Laurent Escure, secrétaire général de l'UNSA, propose qu'au-delà des champs propres au secteur privé ou à la Fonction publique, une supra-représentativité permette de donner un cadre à la démocratie sociale pour les sujets concernant les travailleurs dans leur ensemble.

Laurent Escure en 2014 © © Luc Bentz Laurent Escure en 2014 © © Luc Bentz
«Additionner plutôt que soustraire»: le secrétaire général de l'UNSA, Laurent Escure, rappelle sous ce titre, dans un tout récent billet de blog, (29/06/2020), la revendication que porte son organisation syndicale d'ajouter un étage à la représentativité des organisations syndicales de travailleurs.

Plaidoyer pro domo d'une organisation interprofessionnelle plus forte dans la Fonction publique et le secteur public (SNCF, RATP...) que dans le privé?  Pourquoi pas, après tout? Il n'est pas illégitime qu'une organisation jeune (l'UNSA est née en 1993) pose des problèmes que les organisations antérieurement «instituées» ne se posent pas.

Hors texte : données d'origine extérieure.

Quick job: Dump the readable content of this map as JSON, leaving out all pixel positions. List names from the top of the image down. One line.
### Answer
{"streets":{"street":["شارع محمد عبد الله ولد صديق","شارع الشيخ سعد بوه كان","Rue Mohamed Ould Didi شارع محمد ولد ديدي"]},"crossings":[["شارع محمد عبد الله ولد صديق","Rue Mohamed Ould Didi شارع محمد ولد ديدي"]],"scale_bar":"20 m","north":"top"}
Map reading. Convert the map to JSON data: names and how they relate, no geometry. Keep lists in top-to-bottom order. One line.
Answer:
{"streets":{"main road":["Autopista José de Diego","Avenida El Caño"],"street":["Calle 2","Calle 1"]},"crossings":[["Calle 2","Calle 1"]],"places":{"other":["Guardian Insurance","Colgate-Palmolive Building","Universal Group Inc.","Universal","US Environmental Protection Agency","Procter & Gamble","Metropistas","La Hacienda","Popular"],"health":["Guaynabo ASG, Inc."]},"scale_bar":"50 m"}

Du reste, dès sa naissance, l'UNSA était amenée à contesté le simple arrêté du 31 mars 1966 sur le représentativité syndicale «irréfragable» qui constituait une véritable barrière à l'entrée au profit des cinq organisations nationalement représentatives alors (CGT, CGT-FO, CFDT, CFTC, CGC). Au plan politique, une telle situation aurait conduit à privilégier des organisations aussi actives aujourd'hui que le MRP ou le PSU (pour autant qu'on puisse considérer que l'UNR-UDT de l'époque se retrouve dans LR d'aujourd'hui ou la SFIO dans l'actuel Parti socialiste). Quant aux Verts, ils seraient encore dans les limbes (leur première apparition politique nationale est la candidature de René Dumont à la présidentielle de 1974).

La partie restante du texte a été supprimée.